With a Roth 401 (k), the main difference is when the IRS keeps its share. You make contributions to the Roth 401 (k) with money that has already been taxed, just like you would with a Roth Individual Retirement Account (IRA). So all profits grow tax-free and you don't pay taxes when you start withdrawing money when you retire. If it makes sense for your situation, a conversion to Roth is a great way to take advantage of the tax-free growth of your accounts.
You can even convert your IRA to gold and reap the benefits of tax-free growth. Therefore, using Roth accounts can help you reduce the amount of your Social Security benefits that are taxable by the IRS. If you have a lower income period, it can be a great opportunity to convert a traditional 401 (k) into a Roth individual retirement account (IRA) with a lower tax rate. If you earn too much to qualify for the Roth IRA, the Roth 401 (k) gives you the opportunity to access Roth's tax-free investment growth. Taking part of your retirement income from a Roth account can reduce your gross income in the eyes of the IRS, which in turn can reduce your retirement expenses.

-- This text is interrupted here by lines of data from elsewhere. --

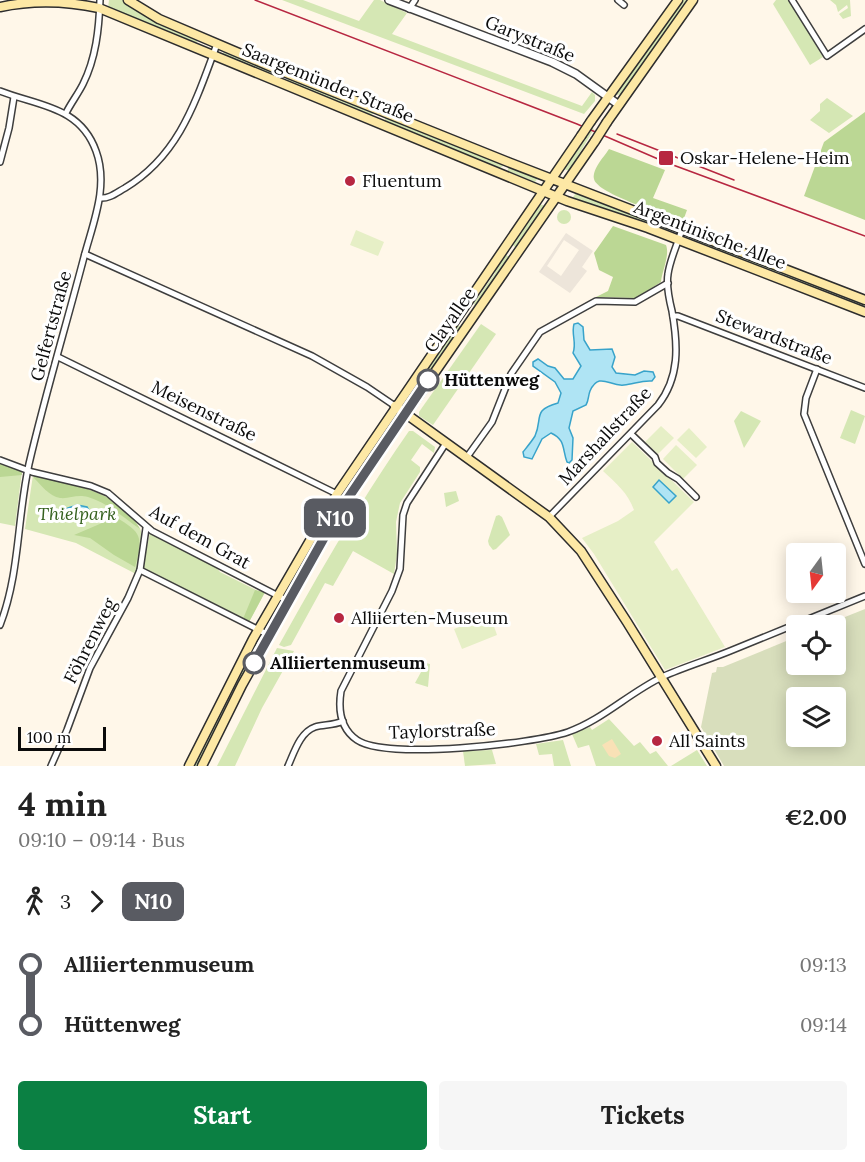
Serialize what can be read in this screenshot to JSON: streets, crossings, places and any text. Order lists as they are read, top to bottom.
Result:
{
  "streets": {
    "main road": ["Saargemünder Straße", "Argentinische Allee", "Clayallee"],
    "street": [
      "Garystraße",
      "Gelfertstraße",
      "Stewardstraße",
      "Meisenstraße",
      "Marshallstraße",
      "Auf dem Grat",
      "Föhrenweg",
      "Taylorstraße"
    ]
  },
  "crossings": [
    ["Garystraße", "Clayallee"],
    ["Saargemünder Straße", "Argentinische Allee"],
    ["Saargemünder Straße", "Clayallee"],
    ["Argentinische Allee", "Clayallee"],
    ["Argentinische Allee", "Marshallstraße"],
    ["Clayallee", "Meisenstraße"],
    ["Clayallee", "Auf dem Grat"],
    ["Gelfertstraße", "Meisenstraße"],
    ["Gelfertstraße", "Auf dem Grat"],
    ["Stewardstraße", "Marshallstraße"],
    ["Auf dem Grat", "Föhrenweg"]
  ],
  "parks": ["Thielpark"],
  "places": {
    "transit": ["Oskar-Helene-Heim"],
    "other": [
      "Fluentum",
      "Hüttenweg",
      "Alliierten-Museum",
      "Alliiertenmuseum",
      "All Saints"
    ]
  },
  "lines": ["bus line N10"],
  "scale_bar": "100 m",
  "north": "bottom",
  "page": {
    "on_map": "N10",
    "scale": "100 m",
    "heading": ["4 min", "09:10 – 09:14 · Bus", "€2.00"],
    "legs": ["3", "N10"],
    "list": [
      {
        "name": "Alliiertenmuseum",
        "value": "09:13"
      },
      {
        "name": "Hüttenweg",
        "value": "09:14"
      }
    ],
    "buttons": ["Start", "Tickets"]
  }
}
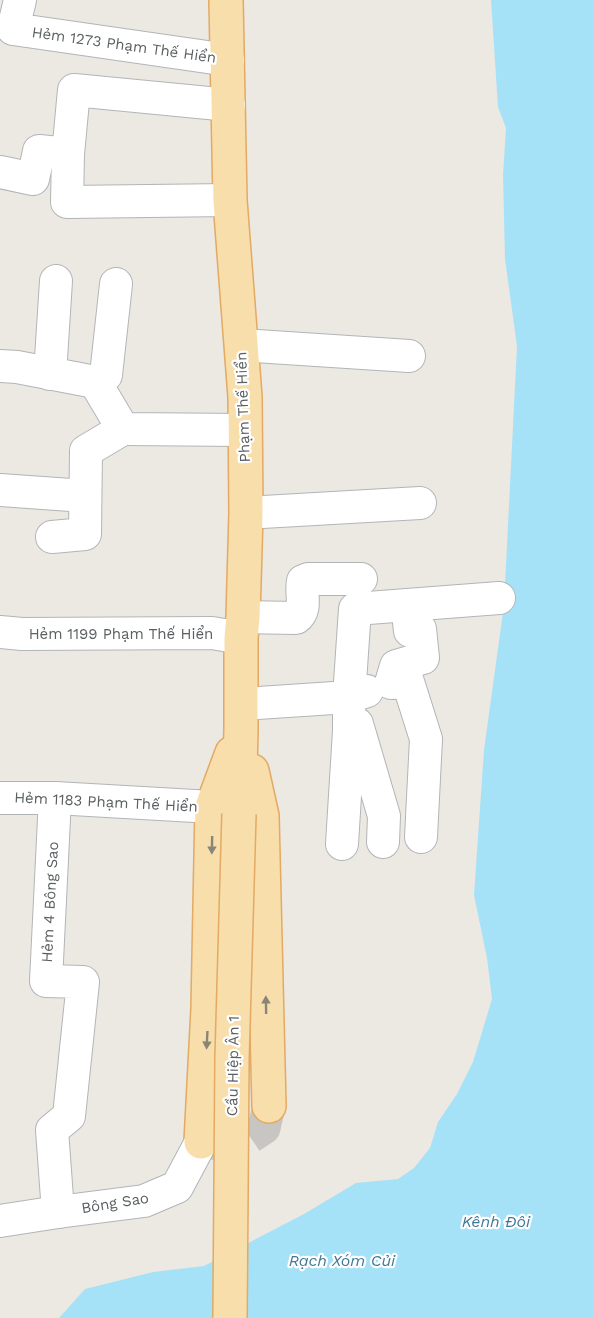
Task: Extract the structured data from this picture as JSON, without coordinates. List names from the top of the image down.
{
  "streets": {
    "main road": ["Phạm Thế Hiển", "Cầu Hiệp Ân 1"],
    "street": [
      "Hẻm 1273 Phạm Thế Hiển",
      "Hẻm 1199 Phạm Thế Hiển",
      "Hẻm 1183 Phạm Thế Hiển",
      "Hẻm 4 Bông Sao",
      "Bông Sao"
    ]
  },
  "crossings": [
    ["Hẻm 1273 Phạm Thế Hiển", "Phạm Thế Hiển"],
    ["Phạm Thế Hiển", "Hẻm 1199 Phạm Thế Hiển"],
    ["Phạm Thế Hiển", "Hẻm 1183 Phạm Thế Hiển"],
    ["Phạm Thế Hiển", "Cầu Hiệp Ân 1"],
    ["Hẻm 1183 Phạm Thế Hiển", "Hẻm 4 Bông Sao"],
    ["Hẻm 1183 Phạm Thế Hiển", "Cầu Hiệp Ân 1"],
    ["Hẻm 4 Bông Sao", "Bông Sao"]
  ],
  "water": ["Kênh Đôi", "Rạch Xóm Củi"]
}
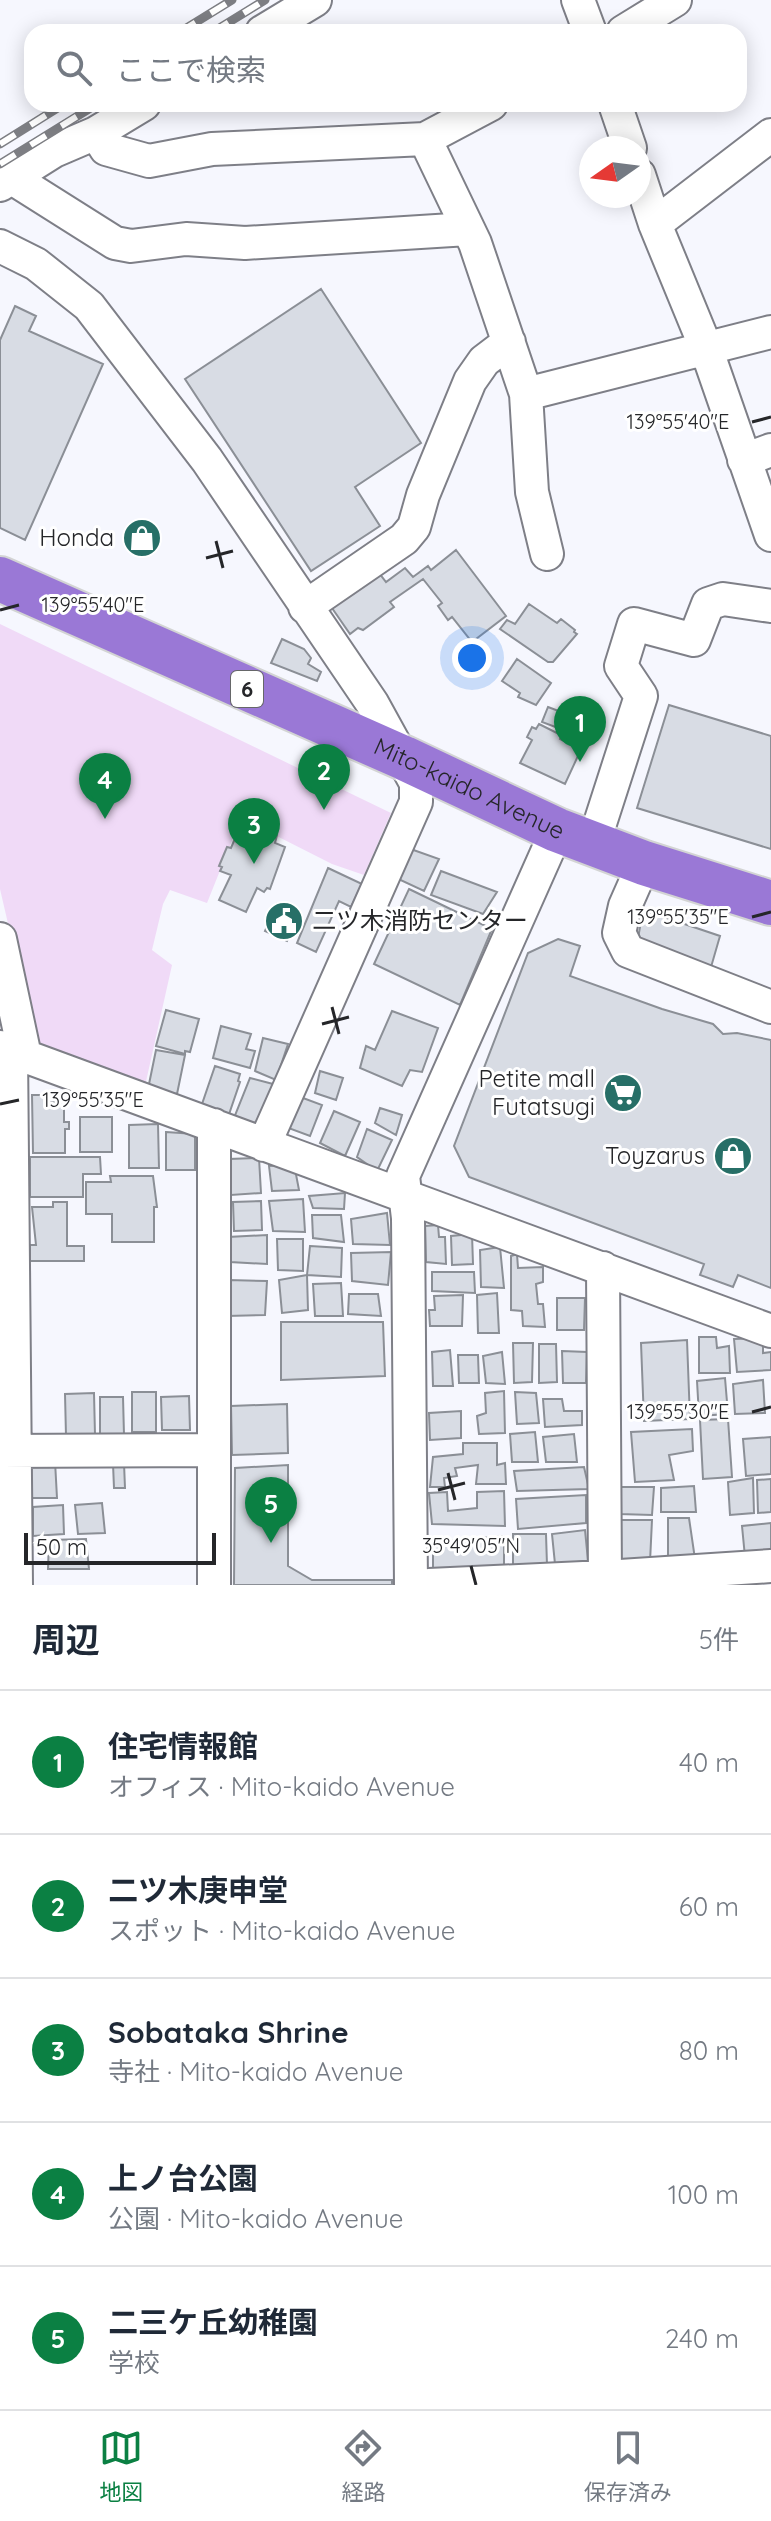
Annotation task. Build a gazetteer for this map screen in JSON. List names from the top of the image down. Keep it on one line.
{"streets":{"highway":["6","Mito-kaido Avenue"]},"places":{"shop":["Honda","Toyzarus"],"public building":["二ツ木消防センター"],"supermarket":["Petite mall Futatsugi"]},"scale_bar":"50 m","north":"left","page":{"search":"ここで検索","pins":["1","2","4","3","5"],"scale":"50 m","heading":["周辺","5件"],"list":[{"mark":"1","name":"住宅情報館","note":"オフィス · Mito-kaido Avenue","value":"40 m"},{"mark":"2","name":"二ツ木庚申堂","note":"スポット · Mito-kaido Avenue","value":"60 m"},{"mark":"3","name":"Sobataka Shrine","note":"寺社 · Mito-kaido Avenue","value":"80 m"},{"mark":"4","name":"上ノ台公園","note":"公園 · Mito-kaido Avenue","value":"100 m"},{"mark":"5","name":"二三ケ丘幼稚園","note":"学校","value":"240 m"}],"nav":["地図","経路","保存済み"]},"coordinates":["139°55'40\"E","139°55'35\"E","139°55'30\"E","35°49'05\"N"]}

If you want to learn more about Roth 401 (k), compared to traditional 401 (k) and other investment options, it's a good idea to talk to an investment professional who can help. If you prefer to pay taxes now and get them out of the way, or think your tax rate will be higher when you retire than it is now, choose a Roth 401 (k). Having access to traditional and Roth assets during retirement gives you much greater control over your taxable income each year during retirement, since you can choose which account to use to cover your spending needs in those years. Remember that there are two basic rules you must follow in order to withdraw money from your Roth 401 (k).
With a Roth 401 (k), income taxes only apply to your earnings, since you've already prepaid the money you put into the account. Another reason to consider a Roth 401 (k) is if you expect to be in a higher tax bracket when you retire. There's no one-size-fits-all answer when it comes to transferring your retirement savings to a Roth account. This means that the Roth 401 (k) would be the best option, since you would now pay a lower tax rate (24%) than you would expect to pay when you retire (32%).
Having these two pieces of information can help clarify whether you should contribute to a traditional 401 (k) or a Roth 401 (k).